En vérité, c’est un mystère qu’il est aussi redoutable de taire que de proclamer. Nous craignons de le publier quand nous réfléchissons à la grandeur de la dignité; mais nous craignons autant de courir le risque, en le taisant, d’une ignorance coupable. Dans ce cas, la parole et le silence inspirent des craintes égales, la parole à cause de la grandeur du mystère, le silence à cause de l’ignorance. Essayons donc de parler de ce mystère redoutable, puisque le Christ, lui, n’a pas dédaigné de l’accomplir.

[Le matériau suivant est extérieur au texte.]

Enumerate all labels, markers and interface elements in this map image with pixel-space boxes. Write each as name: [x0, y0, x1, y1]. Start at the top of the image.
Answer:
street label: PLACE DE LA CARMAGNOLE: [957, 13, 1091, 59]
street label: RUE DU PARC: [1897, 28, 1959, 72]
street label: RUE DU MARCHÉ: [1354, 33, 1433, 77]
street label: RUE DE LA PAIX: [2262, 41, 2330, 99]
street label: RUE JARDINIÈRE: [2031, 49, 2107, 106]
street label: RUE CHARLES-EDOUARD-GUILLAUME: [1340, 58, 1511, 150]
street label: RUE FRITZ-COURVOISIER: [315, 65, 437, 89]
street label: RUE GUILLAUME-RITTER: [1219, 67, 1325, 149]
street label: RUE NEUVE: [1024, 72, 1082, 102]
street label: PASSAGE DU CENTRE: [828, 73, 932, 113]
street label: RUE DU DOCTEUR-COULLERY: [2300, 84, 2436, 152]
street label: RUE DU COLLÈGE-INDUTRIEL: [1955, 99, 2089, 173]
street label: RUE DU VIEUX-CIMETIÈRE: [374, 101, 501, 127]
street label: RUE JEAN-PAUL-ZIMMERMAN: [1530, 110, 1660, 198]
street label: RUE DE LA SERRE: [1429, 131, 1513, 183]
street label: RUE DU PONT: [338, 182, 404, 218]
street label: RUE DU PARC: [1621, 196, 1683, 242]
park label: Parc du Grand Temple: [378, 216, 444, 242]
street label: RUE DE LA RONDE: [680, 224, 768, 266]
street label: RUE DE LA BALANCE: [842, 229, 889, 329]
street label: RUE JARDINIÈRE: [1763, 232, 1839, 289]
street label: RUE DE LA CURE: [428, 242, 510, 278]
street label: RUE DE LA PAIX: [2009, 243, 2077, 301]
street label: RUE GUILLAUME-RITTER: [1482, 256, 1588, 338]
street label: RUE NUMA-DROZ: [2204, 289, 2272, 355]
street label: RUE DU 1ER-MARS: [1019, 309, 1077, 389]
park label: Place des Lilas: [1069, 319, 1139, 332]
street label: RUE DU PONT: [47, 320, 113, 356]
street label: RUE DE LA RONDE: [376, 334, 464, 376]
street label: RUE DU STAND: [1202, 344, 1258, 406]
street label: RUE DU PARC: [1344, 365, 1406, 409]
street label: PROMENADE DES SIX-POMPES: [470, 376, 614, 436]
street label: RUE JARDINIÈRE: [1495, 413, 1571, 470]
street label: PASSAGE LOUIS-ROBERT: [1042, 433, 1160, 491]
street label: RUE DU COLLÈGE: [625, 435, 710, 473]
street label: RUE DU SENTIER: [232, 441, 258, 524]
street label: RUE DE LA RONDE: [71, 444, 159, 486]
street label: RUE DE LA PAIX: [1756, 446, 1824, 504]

Le créateur des hommes est apparu comme un homme sur la terre, le maître au milieu des esclaves, le créateur parmi ses créatures, la condition divine dans la condition de l’esclave, comme l’atteste Paul : « Bien qu’il fût dans la condition de Dieu, il n’a pas retenu avidement son égalité avec Dieu, mais il s’est anéanti lui-même en prenant la condition d’esclave ».

Il a donc revêtu complètement la forme d’esclave de la nature humaine. Mais il a pris d’une manière spéciale la forme d’esclave propre à l’économie, lorsque s’étant levé de table, lui qui nourrit tout ce qui est sous le ciel, lorsqu’il était assis au milieu des apôtres, le maître au milieu des esclaves, la source de sagesse avec des hommes simples, le Verbe avec ceux qui n’avaient pas appris l’art de la parole, le principe de la sagesse avec ceux qui ne connaissaient pas les lettres, lorsqu’il était assis avec ses disciples et mangeait avec eux, lui qui nourrit tous les êtres, et se sustentait, lui qui alimente l’univers.

Et encore, il ne trouva pas suffisant pour la grandeur de la faveur de s’asseoir avec ses propres serviteurs. C’était Pierre et Matthieu et Philippe qui étaient assis à ses côtés, de simples hommes de la terre, tandis que l’assistaient Michel, et Gabriel et toute l’armée des anges. O merveille, les anges se tenaient à ses côtés, avec crainte, et les disciples étaient assis avec lui, en toute assurance.

Mais cela ne suffît pas encore à la merveille. « Il se leva de table, dit l’évangéliste, et enleva son manteau », lui qui s’entoure de la lumière comme d’un vêtement; « il se ceignit d’un linge », lui qui ceint le ciel d’une couronne de nuages, « et il versa de l’eau dans un bassin », lui qui fait couler l’élément liquide des étangs et des fleuves, et fléchissant les genoux, « il se mit à laver les pieds de ses disciples », lui devant qui tout genou fléchit au ciel et sur la terre et en enfer.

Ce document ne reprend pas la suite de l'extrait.